Message from CCrimes: Ordering immediate shutdown of the banking system. The virus has entered 2-deck bulletin boards, spreading on infected cards with each use…
The man in Textiles 2B had died. There was a broken leg in a fall off a catwalk, there was damage to the machinery, a woman had gone into labor—Salvatore had a view from an Optex and it was a mess. They had the phones stopped on 2, but the damn chart had proliferated from the bulletin boards to the card charge system, sent itself into every trade establishment on R2, and they didn’t know if it was into the bank databank itself.
He washed an antacid down with stale coffee, and tried to placate Payne. Payne said he had to go to a meeting. Payne said his aide LeBrun was handling the office.
Damned right there was a meeting. There had better be a meeting real soon now. With some faster policy decisions. Salvatore’s hands were shaking, and he didn’t know who he could trust to handle emergencies long enough for him to get to the restroom and back.
“Sir,” the intercom said, “sir, a Lt. Porey to see you.”
He didn’t have any Lt. Porey on his list. He started to protest he wasn’t seeing anybody, but the door opened without further warning, and a Fleet officer walked in on him, with his aide. “Mr.
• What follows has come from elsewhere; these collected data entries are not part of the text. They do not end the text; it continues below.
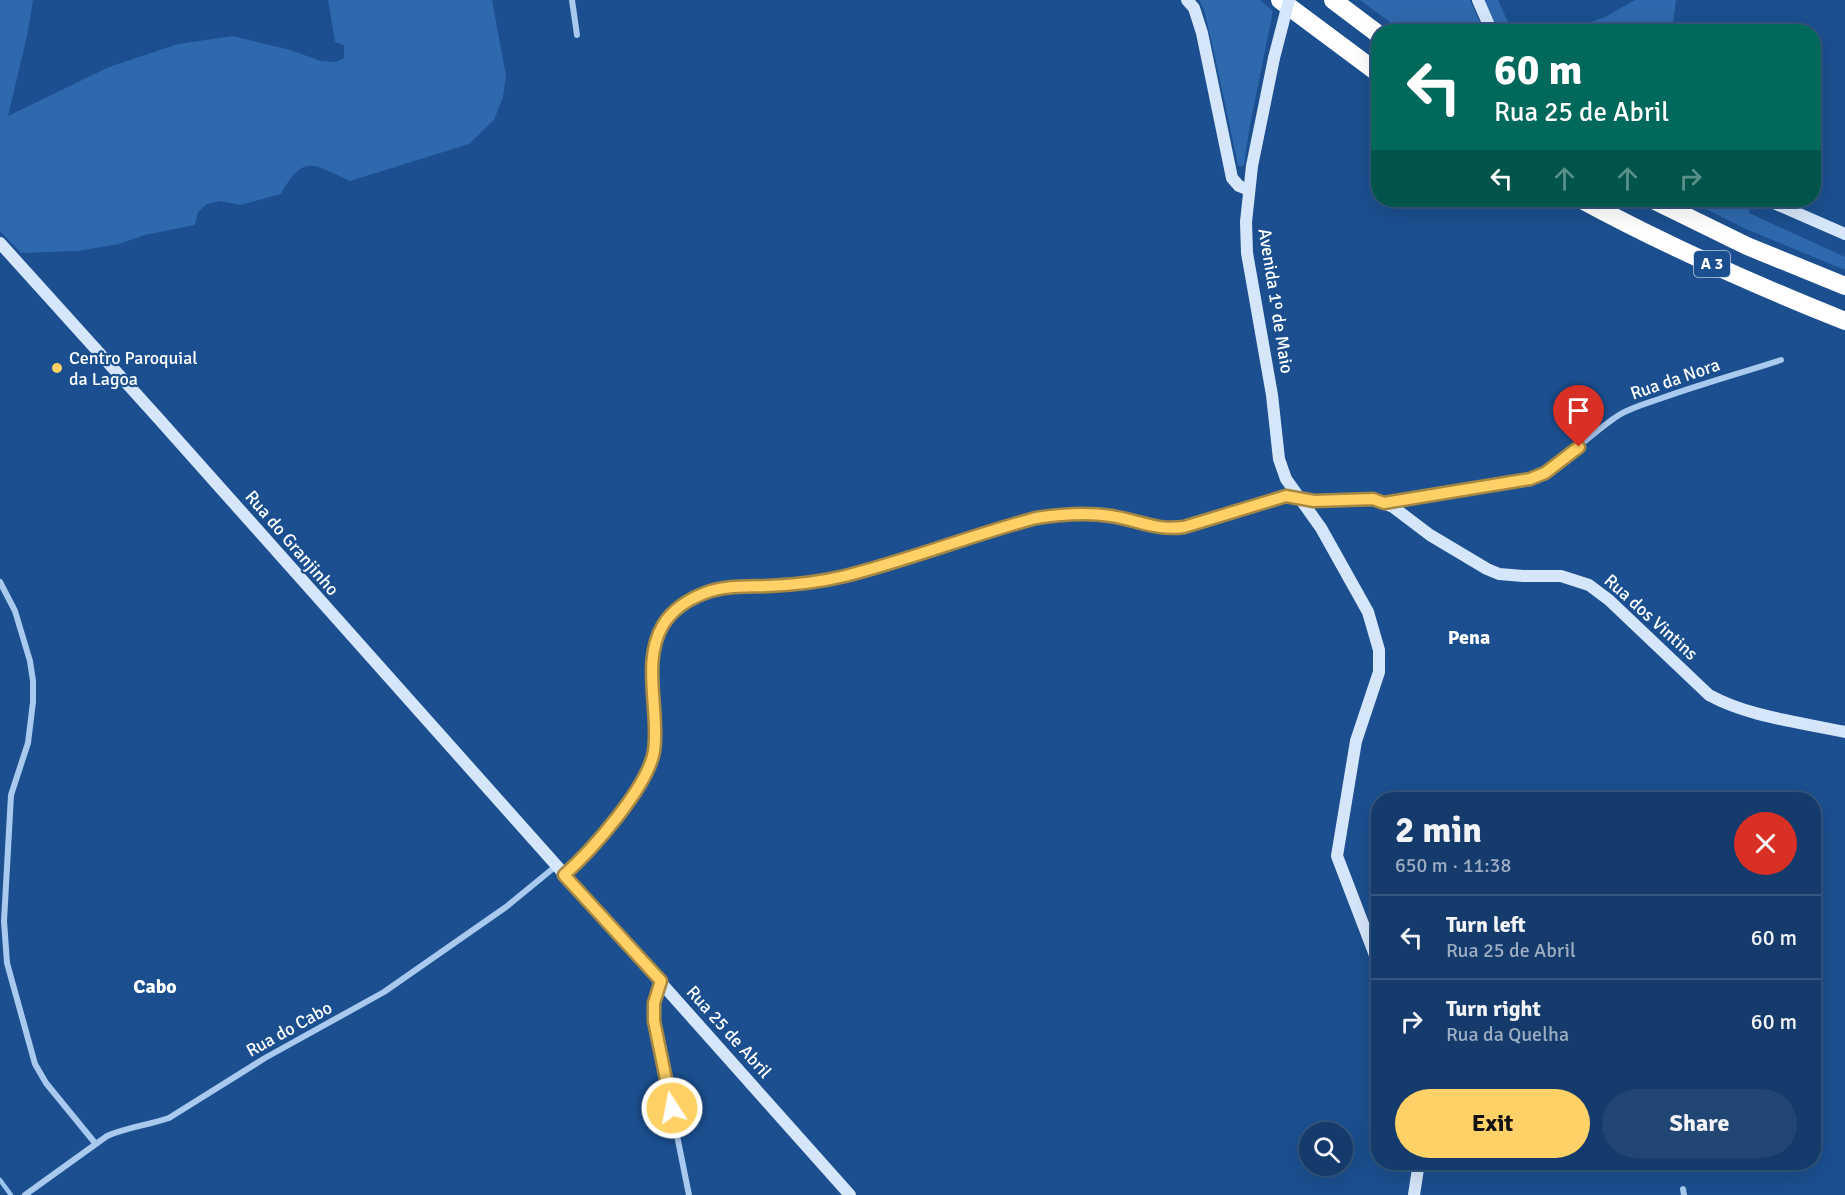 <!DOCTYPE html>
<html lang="en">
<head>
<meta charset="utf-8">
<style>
  body { margin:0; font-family:Signika,sans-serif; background:#214673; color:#f1f3f6; height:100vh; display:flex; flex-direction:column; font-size:22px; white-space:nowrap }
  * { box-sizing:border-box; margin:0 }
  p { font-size:20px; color:#9dadc1 }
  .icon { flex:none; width:33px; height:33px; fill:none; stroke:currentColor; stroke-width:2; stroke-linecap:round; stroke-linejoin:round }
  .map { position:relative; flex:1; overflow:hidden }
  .sheet { position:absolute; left:1371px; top:792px; width:450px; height:378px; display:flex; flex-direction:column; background:#143b6b; border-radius:24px; box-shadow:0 6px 24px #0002,0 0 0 2px #33557e }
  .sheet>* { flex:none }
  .banner { position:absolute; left:1371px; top:24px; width:450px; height:183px; border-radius:24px; box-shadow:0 6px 24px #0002,0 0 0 2px #33557e; background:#00695c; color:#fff; overflow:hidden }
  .buttons { position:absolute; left:1299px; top:1122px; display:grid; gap:12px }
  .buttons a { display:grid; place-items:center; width:54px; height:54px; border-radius:50%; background:#143b6b; box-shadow:0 6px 24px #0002,0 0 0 2px #33557e; font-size:30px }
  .pin { position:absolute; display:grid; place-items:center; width:51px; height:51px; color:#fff; margin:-62px -26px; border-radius:50% 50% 50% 0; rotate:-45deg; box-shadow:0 0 6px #0007 }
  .pin .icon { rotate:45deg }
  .me { position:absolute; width:66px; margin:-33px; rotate:349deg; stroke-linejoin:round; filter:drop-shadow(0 0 4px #0008) }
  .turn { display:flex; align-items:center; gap:21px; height:126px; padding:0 24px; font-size:27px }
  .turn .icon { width:78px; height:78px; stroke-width:2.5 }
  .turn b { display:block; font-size:42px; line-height:51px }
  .lanes { display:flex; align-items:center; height:57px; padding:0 24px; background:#0003; justify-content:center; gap:30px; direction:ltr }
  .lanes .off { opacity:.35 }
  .round { display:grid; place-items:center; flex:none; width:63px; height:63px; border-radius:32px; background:#214673 }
  .headline { display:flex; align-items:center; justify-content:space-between; height:102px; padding:0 24px }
  h1 { font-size:36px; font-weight:700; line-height:45px }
  .action { display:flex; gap:12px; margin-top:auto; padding:12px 24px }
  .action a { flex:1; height:69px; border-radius:36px; background:#ffd166; color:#111; font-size:24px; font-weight:700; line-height:69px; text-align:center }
  .action a+a { background:#214673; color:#f1f3f6 }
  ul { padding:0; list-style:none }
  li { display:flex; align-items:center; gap:18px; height:84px; padding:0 24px; border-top:2px solid #33557e }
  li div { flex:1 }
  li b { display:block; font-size:22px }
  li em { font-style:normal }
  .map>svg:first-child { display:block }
  .green { fill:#2e69ad }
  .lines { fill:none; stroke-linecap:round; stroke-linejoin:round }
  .stream { stroke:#9cc4f0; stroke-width:4.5 }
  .street { stroke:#a9c9ee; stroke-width:6 }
  .secondary { stroke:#d6e6fa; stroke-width:12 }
  .highway { stroke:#fff; stroke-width:18 }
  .secondary-bridge { stroke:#d6e6fa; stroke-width:12 }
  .route-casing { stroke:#a68842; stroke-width:15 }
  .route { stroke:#ffd166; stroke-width:10 }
  .poi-dot { fill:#ffd166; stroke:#1b4f8f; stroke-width:2 }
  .labels { text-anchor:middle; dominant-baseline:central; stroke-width:4.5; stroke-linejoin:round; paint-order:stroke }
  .shield { fill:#1b4f8f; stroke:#bbcadd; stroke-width:1.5 }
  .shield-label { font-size:16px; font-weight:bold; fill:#fff }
  .street-label { font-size:18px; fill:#fff; stroke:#1b4f8f }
  .poi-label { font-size:18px; fill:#fff; stroke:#1b4f8f; text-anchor:start }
  .neighbourhood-label { font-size:20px; font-weight:bold; fill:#fff; stroke:#1b4f8f }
</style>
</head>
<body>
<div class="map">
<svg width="1845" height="1195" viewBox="0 0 1845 1195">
  <rect width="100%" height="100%" fill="#1b4f8f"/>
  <!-- green -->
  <path class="green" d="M0,0H33L27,36L8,116L109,67L178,44L233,36L290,50L321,61L336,62L344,58V45L335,42L328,0H492L506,76L503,97L494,120L469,144L350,181C314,165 304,152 281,194L240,205L221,201L207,204L198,212L195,225L145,235L119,244L78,251L21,253L0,231Z
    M1199,0H1260L1273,11L1249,130L1244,165L1241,167L1238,165L1213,48L1204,10Z
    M1360,0H1470L1484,31H1402Z
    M1484,0H1498L1512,31H1499Z
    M1635,0H1676L1672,31H1567L1605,17Z
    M1688,200H1748L1755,202L1749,205V213L1845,257V270L1746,229Z"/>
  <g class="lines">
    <!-- stream -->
    <path class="stream" d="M0,1180L11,1195"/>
    <!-- street -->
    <path class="street" d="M572,0L577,35
      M1388,503L1530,479C1564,464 1588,435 1619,415C1632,407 1648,403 1662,398C1701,384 1741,373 1781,360
      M0,582L15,611L30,661L33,681V702L28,743L11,795L4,921L7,963L35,1064L46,1083L95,1143
      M564,875C591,850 648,787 654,751C660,711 641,663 663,625C677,601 709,588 737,587C773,586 810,585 845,576C892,564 938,547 984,533C1012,525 1039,516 1068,514C1086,513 1105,514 1122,518C1144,523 1161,530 1184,527L1286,496L1298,497
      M661,981L654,1003V1021L689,1195
      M1683,1189L1684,1195
      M25,1195L107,1136C127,1127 149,1125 169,1118L265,1058L384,992L506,907L556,866"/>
    <!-- secondary -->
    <path class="secondary" d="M1187,0L1194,8L1202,33L1232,178L1239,186L1249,190
      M1478,0L1492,32
      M1274,58L1252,166L1246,222L1247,253L1272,395L1279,459L1286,479L1321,528L1368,612L1379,650V672L1356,741L1337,856L1378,963
      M1767,200L1845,234
      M0,243L158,418L850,1195
      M1299,497L1314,501L1373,499L1393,507L1430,535L1487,569L1499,574L1523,576H1561L1589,585L1609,600L1709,695C1749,717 1800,722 1845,732
      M1414,1195L1419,1162"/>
    <!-- highway -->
    <path class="highway" d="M1280,0L1378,73
      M1333,0L1378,34
      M1582,200C1667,246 1755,285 1845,321
      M1653,200L1747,246L1845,286"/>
    <!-- secondary-bridge -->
    <path class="secondary-bridge" d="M1274,58L1289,0"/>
  </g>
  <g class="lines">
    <defs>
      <path id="route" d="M672,1108L654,1021V1003L661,981L564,875C592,850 648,787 654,751C660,711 641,662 663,625C672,610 689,599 705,593C725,585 747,587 768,586C794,585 820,582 845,576C909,560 972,535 1036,518C1061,514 1086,512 1111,516C1137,520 1157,531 1184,527L1286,496L1314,501L1373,499L1384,503L1530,479L1545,473L1579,447"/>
    </defs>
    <!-- route casing -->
    <use href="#route" class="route-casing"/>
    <!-- route -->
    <use href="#route" class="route"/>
  </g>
  <!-- markers -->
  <circle class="poi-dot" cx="57" cy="368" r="6"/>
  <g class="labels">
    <!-- shield labels -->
    <rect class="shield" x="1694" y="251" width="36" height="26" rx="4.5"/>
    <g class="shield-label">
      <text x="1712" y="264">A 3</text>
    </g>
    <!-- street labels -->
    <g class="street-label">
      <text transform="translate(1276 301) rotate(81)">Avenida 1º de Maio</text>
      <text transform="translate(1675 379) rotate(-19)">Rua da Nora</text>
      <text transform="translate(292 543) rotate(49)">Rua do Granjinho</text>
      <text transform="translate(1651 617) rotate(42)">Rua dos Vintins</text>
      <text transform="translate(289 1029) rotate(-29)">Rua do Cabo</text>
      <text transform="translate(729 1032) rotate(48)">Rua 25 de Abril</text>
    </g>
    <!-- poi labels -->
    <g class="poi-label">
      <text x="69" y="358">Centro Paroquial<tspan x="69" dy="21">da Lagoa</tspan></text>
    </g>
    <!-- neighbourhood labels -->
    <g class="neighbourhood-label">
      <text x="1469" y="637">Pena</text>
      <text x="155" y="986">Cabo</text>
    </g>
  </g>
</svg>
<div class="buttons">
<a><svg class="icon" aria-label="search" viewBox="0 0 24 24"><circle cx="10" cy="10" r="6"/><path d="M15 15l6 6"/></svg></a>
</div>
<div class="pin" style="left:1579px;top:447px;background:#d93025"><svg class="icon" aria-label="arrive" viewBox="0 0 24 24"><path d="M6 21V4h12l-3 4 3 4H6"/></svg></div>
<svg class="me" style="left:672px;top:1108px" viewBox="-20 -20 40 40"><circle r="17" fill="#ffd166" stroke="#fff" stroke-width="3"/><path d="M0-11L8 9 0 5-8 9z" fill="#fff"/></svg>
<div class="banner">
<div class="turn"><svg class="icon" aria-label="left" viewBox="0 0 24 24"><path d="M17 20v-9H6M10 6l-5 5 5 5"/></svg><div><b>60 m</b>Rua 25 de Abril</div></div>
<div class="lanes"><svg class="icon" aria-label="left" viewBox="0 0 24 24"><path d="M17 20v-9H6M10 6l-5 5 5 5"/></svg><svg class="icon off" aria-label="ahead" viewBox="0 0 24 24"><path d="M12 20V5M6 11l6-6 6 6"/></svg><svg class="icon off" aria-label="ahead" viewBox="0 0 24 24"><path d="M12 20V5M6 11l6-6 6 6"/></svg><svg class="icon off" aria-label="right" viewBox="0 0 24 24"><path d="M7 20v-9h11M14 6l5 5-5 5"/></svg></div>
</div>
<section class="sheet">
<div class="headline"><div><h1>2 min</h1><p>650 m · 11:38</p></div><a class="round" style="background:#d93025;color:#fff"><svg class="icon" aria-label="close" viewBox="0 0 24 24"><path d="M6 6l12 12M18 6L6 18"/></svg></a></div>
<ul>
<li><svg class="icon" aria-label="left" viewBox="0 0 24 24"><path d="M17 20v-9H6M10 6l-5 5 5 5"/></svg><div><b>Turn left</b><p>Rua 25 de Abril</p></div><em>60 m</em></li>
<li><svg class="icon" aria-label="right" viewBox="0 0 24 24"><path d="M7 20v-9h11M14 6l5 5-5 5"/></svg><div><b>Turn right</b><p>Rua da Quelha</p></div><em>60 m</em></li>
</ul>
<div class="action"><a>Exit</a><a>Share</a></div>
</section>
</div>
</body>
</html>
Salvatore,” the man said. African features. An accent he couldn’t place. And a deep-spacer prig Attitude, he’d lay money on it, expecting stations to run on his schedule.
He got up. A second aide showed up, blocked his secretary out of the doorway. And shut the door.
“Mr. Porey.” He offered a grudging hand to a crisp, perfunctory grip, all the while thinking: We’re going to discuss this one with Crayton. Damned if not.
“Mr. Salvatore, we have a developing situation on 2-deck. Rumor is loose, and some ass in your office is referring FleetCom to PI—”
God, a pissed-off Fleet prig. “That’s the chain of command.”
“Not in our operations. I want the files on this Dekker and I want the files on the entire Shepherd leadership.”
“I’m afraid all that’s under our jurisdiction, Mr. Porey: you’ll have to get an administrative clearance for that access. I can refer you to Mr. Crayton, in General Admin—”
Porey reached inside his coat, pulled a card from his pocket and tossed it down on his desk. “Put that authorization in your reader.”
Salvatore picked up the card with the least dawning apprehension they were in deep, EC-level trouble, and put it in the reader slot.
It said, Earth Company Executive Order, Office of the President, Sol Station, Earth Administration Zone.
To all officers and agents of Security and Communications, ASTEX Administrative Territories:
By the authority of the Executive Board and a unanimous vote of the Directors, a state of emergency is deemed to exist in ASTEX operations which place military priority contracts in jeopardy. ASTEX Security and Communications agencies and employees are hereby notified of the transfer of all affected assets and operations to the authority of EcoCorp, under ASTEX Charter provision 28 hereafter appended, and subject to the orders of EcoCorp Directors…I hereby and herewith order ASTEX company police and life services officers to place themselves directly under the order of UDC Security Office in safeguarding records and personnel during this transfer of operational authority.